A incrível história daquele que tinha tudo para dar errado e acabou sendo um exemplo

Entrevista
Por Aloysio Balbi
2 de março de 2020 - 0h14

Essa é a história de vida e de sobrevivência de João Alfredo Louzada Rocha, nascido em Duque de Caxias e que o destino, ou a falta dele, o trouxe para Campos onde passou parte da infância e da juventude como morador de rua, tendo como teto a marquise da agência do Banco do Brasil, na Praça Quatro Jornadas. Ele nasceu prematuro e o avô disse para o seu pai que este não sabia fazer filhos. “Nasci assim e meu avô disse que eu não vingaria. É duro nascer sob uma palavra desta”. Os pais se traindo mutuamente, João acabou abandonado assim como o irmão.
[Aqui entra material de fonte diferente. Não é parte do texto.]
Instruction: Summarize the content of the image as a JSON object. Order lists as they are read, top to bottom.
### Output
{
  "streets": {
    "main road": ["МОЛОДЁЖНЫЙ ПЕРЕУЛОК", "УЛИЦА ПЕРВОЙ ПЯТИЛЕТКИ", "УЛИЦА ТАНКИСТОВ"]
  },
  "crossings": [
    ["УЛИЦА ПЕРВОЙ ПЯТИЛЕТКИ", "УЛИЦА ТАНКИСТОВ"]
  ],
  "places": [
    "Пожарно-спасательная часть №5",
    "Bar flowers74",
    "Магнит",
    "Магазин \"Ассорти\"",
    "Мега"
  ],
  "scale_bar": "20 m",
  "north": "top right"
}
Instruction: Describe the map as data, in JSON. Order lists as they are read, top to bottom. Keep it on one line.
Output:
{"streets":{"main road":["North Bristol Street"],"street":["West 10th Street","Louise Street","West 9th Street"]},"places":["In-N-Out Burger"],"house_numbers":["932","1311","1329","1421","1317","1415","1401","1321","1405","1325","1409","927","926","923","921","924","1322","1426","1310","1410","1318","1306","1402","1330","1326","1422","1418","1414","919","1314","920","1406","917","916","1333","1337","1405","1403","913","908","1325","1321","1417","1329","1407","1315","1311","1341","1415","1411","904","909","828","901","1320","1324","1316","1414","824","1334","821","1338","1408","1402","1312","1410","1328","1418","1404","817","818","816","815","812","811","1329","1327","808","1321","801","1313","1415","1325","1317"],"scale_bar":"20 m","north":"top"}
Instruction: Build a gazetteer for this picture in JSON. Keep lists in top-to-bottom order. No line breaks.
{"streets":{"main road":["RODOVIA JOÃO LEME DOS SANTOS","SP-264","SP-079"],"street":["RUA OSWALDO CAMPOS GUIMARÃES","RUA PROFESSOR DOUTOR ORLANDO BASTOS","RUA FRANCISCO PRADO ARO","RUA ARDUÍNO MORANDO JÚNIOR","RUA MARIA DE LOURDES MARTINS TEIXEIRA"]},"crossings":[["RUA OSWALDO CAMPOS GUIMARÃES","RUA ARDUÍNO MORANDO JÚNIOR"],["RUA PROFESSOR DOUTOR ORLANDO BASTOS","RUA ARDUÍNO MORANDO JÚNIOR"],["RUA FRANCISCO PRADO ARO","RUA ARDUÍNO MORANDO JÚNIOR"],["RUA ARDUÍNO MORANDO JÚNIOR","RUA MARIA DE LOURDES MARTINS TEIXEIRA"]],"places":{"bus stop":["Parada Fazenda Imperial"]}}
Nunca cometeu um delito, pois seu sonho era um dia ser Policial Militar. João se matriculou em duas escolas em Campos, confessa ele, não para estudar, mas para comer a merenda. Depois, seu pai, já casado com outra mulher, o resgatou. Ele fez os supletivos de primeiro e segundo graus. E a partir daí fez cinco concursos para a PM do Rio. Passou no quinto e hoje é Cabo da PM, pai da Mariana e marido da Tereza Cristina, que luta contra um câncer de mama. Nosso PM é evangélico e sua entrevista tem um tom de testemunho. Fala da capoeira que o ajudou dar a volta por cima e neste momento se prepara para entrar, aos 39 anos, no curso de Direito. Quer ser oficial da PM e realizar seu sonho de uma polícia de alto nível.

 

Sua história começou na Baixada Fluminense e nestas quatro décadas de vida, a pior parte dela você passou em Campos. Como foi?

Quando eu nasci, meu avô me pegou na palma da mão, porque eu era prematuro. E disse para meu pai que ele não sabia fazer filho e que eu não vingaria. Nasci sob uma palavra dessa. Eu, na verdade, era filho de boêmios, quase que ciganos, pulando de cidade em cidade. Viemos parar em Campos. Meus pais se traíam mutuamente e depois se separaram. Na separação, eu e meus irmãos fomos os mais prejudicados. Ficamos abandonados.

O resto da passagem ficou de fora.